Art Nerd New York | Los Angeles

Heart Be Still- Check out the Heart Shaped Drum Sculpture in Times Square with Your Love

Times Square Arts celebrate lovers each year by commissioning a winning design team to create an interactive Valentine sculpture for Duffy Square. Yesterday, the 2015 sculpture was unveiled, called HeartBeats by Stereotank out of Brazil. Show your love that they make your heart go pitter-patter, by banging on the oversized heart drum! The urban musical instrument is meant to be enjoyed by all- through March 8th.

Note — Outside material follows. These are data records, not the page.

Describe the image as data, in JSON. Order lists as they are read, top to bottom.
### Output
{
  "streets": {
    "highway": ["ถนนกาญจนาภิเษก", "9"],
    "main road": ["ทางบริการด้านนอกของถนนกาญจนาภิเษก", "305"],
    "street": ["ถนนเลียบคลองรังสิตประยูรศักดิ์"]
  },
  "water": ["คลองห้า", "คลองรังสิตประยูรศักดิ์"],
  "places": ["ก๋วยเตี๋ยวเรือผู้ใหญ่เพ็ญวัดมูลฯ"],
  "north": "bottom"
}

Times Square Arts unveiled today the winner of this year’s annual Times Square Valentine Heart Design. Created by Brooklyn- based, Venezuelan-born firm Stereotank, HEARTBEAT will remain on view through March 8th at Father Duffy Square, between 46th and 47th Streets. This is in partnership with The Architectural League of New York. Support provided by ARUP; lighting design by Stephanie Hillegas (ARUP); Sound and Interaction Design by Terence Caulkins (ARUP).


On hand for the unveiling to test the percussive nature of HeartBeat were six members of the group Mantra Percussion, who has been praised by The New Yorker and Time Out New York.

HEARTBEAT is a heart-beating urban drum. This engagement sculpture consists of a massive heart glowing to the rhythm of a strong, deep and low frequency heartbeat sound and visitors are encouraged to move around and engage with it by playing various percussion instruments and joining the base rhythm of the heartbeat. The audience is invited to come together and creatively play, listen, dance and feel the vibrations of the heart while enjoying the warm pulsating light. In the emblematic, active, flickering atmosphere of Times Square, HeartBeat orchestrates multiple rhythms into a unique urban concert.


HEARTBEAT is equipped with various percussion instruments. Each drum has unique sounds and resonant characteristics. Membranes of different sizes and materials such as synthetic snare skin, synthetic snare skin with coil, animal hide, and hard plastic are used to create a variety of drum timbres.